IEEE Access (Jan 2024)
A Secure and Distributed Placement for Quality of Service-Aware IoT Requests in Fog-Cloud of Things: A Novel Joint Algorithmic Approach
Abstract
The fast proliferation of internet-enabled devices generates massive amounts of data every day from every aspect of life. These internet-enabled devices lack the storage, processing power, and capacity necessary to handle and store this massive amount of accurate and volumetric data. Cloud computing has been proposed as a compelling substitute to process these requests. However, the ingress traffic to the Cloud is huge which causes latency overhead due to the gap that exists between end devices and the Cloud datacentre. Additionally, processing these dynamic and heterogeneous requests with disparate requirements is a computationally NP-hard problem. In this regard, Fog computing appears to be an appealing solution to surpass the aforementioned challenges as a complementary to Cloud. Therefore, this research integrated a Fog layer between the end devices and Cloud datacenters enabling a collaborative computation framework. For the classification of requests and determining the target layers for processing, this research suggests an Adaptive Neuro-Fuzzy Inference System (ANFIS).
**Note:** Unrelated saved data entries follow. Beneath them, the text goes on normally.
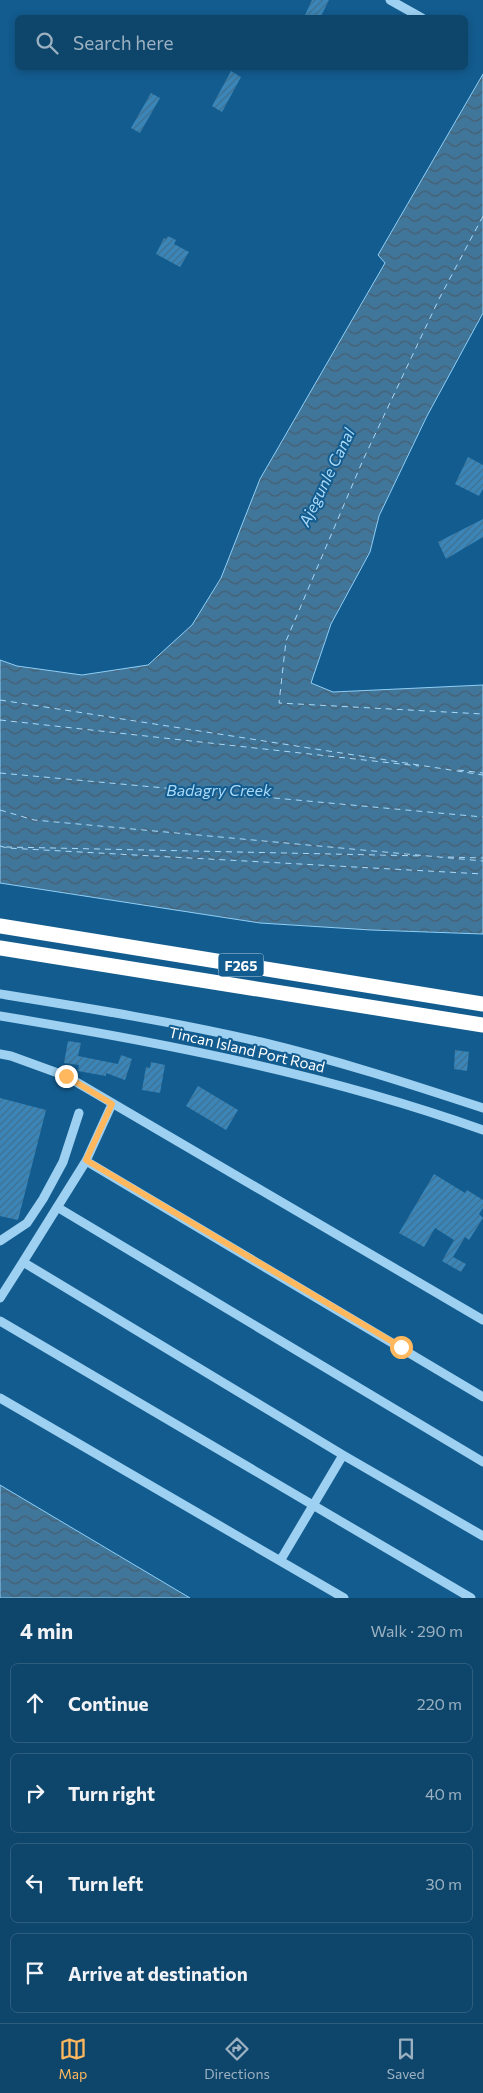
<!DOCTYPE html>
<meta charset="utf-8">
<style>
body{margin:0;font-family:Commissioner,sans-serif;background:#1c4f73;color:#f1f3f6}
.stop{position:absolute;width:15px;height:15px;margin:-11px;border:4px solid #ffb85e;border-radius:50%;background:#fff}
.stop.end{background:#ffb85e;border-color:#fff;box-shadow:0 1px 5px #0008}
.list{margin:0;padding:0;list-style:none}
h2{display:flex;justify-content:space-between;align-items:center;height:65px;margin:0;padding:0 20px;font-size:21px}
h2 small{font-size:16px;font-weight:400;color:#9bb1c1}
.list li{display:grid;grid-template-columns:32px 1fr auto;gap:15px;align-items:center;box-sizing:border-box;height:80px;margin:0 10px 10px;padding:0 10px;border:1px solid #2e5d7e;border-radius:8px}
.list b{display:block;font-size:19px;white-space:nowrap}
.list em{font-size:16px;font-style:normal;color:#9bb1c1}
.icon{flex:none;width:28px;height:28px;fill:none;stroke:currentColor;stroke-width:2;stroke-linecap:round;stroke-linejoin:round}
.map{position:relative;flex:none;width:483px;height:1598px;overflow:hidden}
.search{position:absolute;background:#0e456b;box-shadow:0 2px 8px #0003;left:15px;right:15px;top:15px;height:55px;display:flex;align-items:center;gap:12px;box-sizing:border-box;padding:0 18px;border-radius:8px;color:#9bb1c1;font-size:19px}
.sheet{height:425px;background:#0e456b}
nav{display:flex;justify-content:space-around;align-items:center;box-sizing:border-box;height:70px;border-top:1px solid #2e5d7e;background:#0e456b;font-size:14px;color:#9bb1c1}
nav a{display:grid;justify-items:center;gap:2px}
nav .on{color:#ffb85e}
.map>svg:first-child{display:block}
.water{fill:url(#water-waves);stroke:#8fcef5}
.lines{fill:none;stroke-linecap:round;stroke-linejoin:round}
.ferry{stroke:#a9d9f8;stroke-width:1;stroke-dasharray:6 5;stroke-linecap:butt}
.building{fill:url(#building-hatch)}
.minor{stroke:#9dd0f1;stroke-width:9}
.highway{stroke:#fff;stroke-width:15}
.route{stroke:#ffb85e;stroke-width:6}
.labels{text-anchor:middle;dominant-baseline:central;stroke-width:4;stroke-linejoin:round;paint-order:stroke}
.shield{fill:#135c8f;stroke:#b8cedd;stroke-width:1}
.shield-label{font-size:14px;font-weight:bold;fill:#fff}
.street-label{font-size:15px;fill:#fff;stroke:#135c8f}
.water-label{font-size:16px;font-style:italic;fill:#a9d9f8;stroke:#135c8f}
</style>
<div class="map">
<svg width="483" height="1598" viewBox="0 0 483 1598">
<defs>
<pattern id="water-waves" width="16" height="10" patternUnits="userSpaceOnUse" patternTransform="scale(1.25)"><rect width="16" height="10" fill="#41769b"/><path d="M0 5q4-4 8 0t8 0" fill="none" stroke="#475f70"/></pattern>
<pattern id="building-hatch" width="6" height="6" patternUnits="userSpaceOnUse" patternTransform="scale(1.25)"><rect width="6" height="6" fill="#3b86b8"/><path d="M-1 1l2-2M0 6l6-6M5 7l2-2" fill="none" stroke="#426f8d"/></pattern>
</defs>
<rect width="100%" height="100%" fill="#135c8f"/>
<path class="water" d="M483,74V313L427,416L379,516L370,552L331,624L311,683L333,692L483,685V934L371,930L260,923L0,883V660L17,666L82,675L148,665L192,625L221,578L260,479L385,263L378,255Z
M0,1485L190,1598H0Z"/>
<g class="lines">
<path class="ferry" d="M483,216L439,299L363,460L286,641L279,703L483,714
M0,700L483,775
M0,720L419,766
M458,770L483,773
M0,773L483,817
M0,810L34,820L483,861
M0,846L7,848L483,874
M6,847L424,856
M448,857L483,858"/>
</g>
<path class="building" d="M312,0H329L320,18L305,15Z
M231,71L241,77L222,112L212,106Z
M151,93L160,98L140,133L131,128Z
M168,236L176,240L174,244L189,252L180,267L156,254L164,238L166,239Z
M468,457L483,465V489L479,496L455,484Z
M483,519V537L446,559L438,542Z
M68,1041L81,1043L78,1056L118,1064L121,1055L132,1059L125,1080L106,1073V1076L78,1071L79,1065L64,1063Z
M455,1050L469,1052L467,1071L454,1069Z
M151,1062L165,1065L160,1093L142,1090L146,1067L150,1068Z
M198,1086L238,1110L226,1130L186,1106Z
M0,1098L46,1110L18,1220L0,1216Z
M434,1174L465,1193L467,1190L483,1200V1208L479,1214L483,1218L469,1240L465,1237L453,1257L466,1264L461,1272L442,1261L454,1240L435,1228L424,1247L399,1233Z"/>
<g class="lines">
<path class="minor" d="M390,0L422,18
M0,994C87,1008 175,1022 261,1042C336,1060 410,1084 483,1108
M0,1016C164,1043 326,1074 483,1130
M0,1054L11,1056L66,1076L483,1320
M112,1104L86,1161L23,1262L343,1455L483,1536
M86,1161L483,1397
M57,1207L483,1462
M0,1241L27,1223L43,1199L63,1162L79,1113
M0,1298L23,1262
M0,1321L471,1598
M0,1398L344,1598
M280,1561L343,1455"/>
<path class="highway" d="M0,926L483,1004
M0,948L483,1025"/>
</g>
<g class="lines">
<path class="route" d="M66,1076L112,1104L86,1160L401,1347"/>
</g>
<g class="labels">
<rect class="shield" x="218.5" y="953.5" width="45" height="23" rx="4"/>
<g class="shield-label">
<text x="241" y="965">F265</text>
</g>
<g class="street-label">
<text transform="translate(247 1049) rotate(13)">Tincan Island Port Road</text>
</g>
<g class="water-label">
<text transform="translate(326 477) rotate(-64)">Ajegunle Canal</text>
<text x="219" y="789">Badagry Creek</text>
</g>
</g>
</svg>
<div class="stop" style="left:401px;top:1347px"></div>
<div class="stop end" style="left:66px;top:1076px"></div>
<div class="search"><svg class="icon" aria-label="search" viewBox="0 0 24 24"><circle cx="10" cy="10" r="6"/><path d="M15 15l6 6"/></svg>Search here</div>
</div>
<section class="sheet">
<h2>4 min<small>Walk · 290 m</small></h2>
<ul class="list">
<li><svg class="icon" aria-label="ahead" viewBox="0 0 24 24"><path d="M12 20V5M6 11l6-6 6 6"/></svg><div><b>Continue</b></div><em>220 m</em></li>
<li><svg class="icon" aria-label="right" viewBox="0 0 24 24"><path d="M7 20v-9h11M14 6l5 5-5 5"/></svg><div><b>Turn right</b></div><em>40 m</em></li>
<li><svg class="icon" aria-label="left" viewBox="0 0 24 24"><path d="M17 20v-9H6M10 6l-5 5 5 5"/></svg><div><b>Turn left</b></div><em>30 m</em></li>
<li><svg class="icon" aria-label="arrive" viewBox="0 0 24 24"><path d="M6 21V4h12l-3 4 3 4H6"/></svg><div><b>Arrive at destination</b></div></li>
</ul>
</section>
<nav>
<a class="on"><svg class="icon" aria-label="map" viewBox="0 0 24 24"><path d="M3 6l6-2 6 2 6-2v14l-6 2-6-2-6 2zM9 4v14M15 6v14"/></svg>Map</a>
<a><svg class="icon" aria-label="directions" viewBox="0 0 24 24"><path d="M12 3l9 9-9 9-9-9zM9 14v-3h6M13 9l2 2-2 2"/></svg>Directions</a>
<a><svg class="icon" aria-label="saved" viewBox="0 0 24 24"><path d="M7 4h10v16l-5-4-5 4z"/></svg>Saved</a>
</nav>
Furthermore, an improved Honey Badger Algorithm (IHBA) is implemented for scheduling those requests at the target layer. To improve the convergence rate of the traditional HBA, a chaos mapping function has been implemented with an Opposition-based Learning (OBL) method. The proposed task consolidation approach has been validated using extensive simulations for QoS parameters on real-world benchmark datasets. With percentage improvements of 13.69%, 28.4%, 33.85%, 7.66%, 26.48%, and 5.63% for makespan, resource utilization, energy consumption, service delay, service cost, and delay violation, respectively, the obtained simulation results show that the suggested algorithm works better than the current state-of-the-art.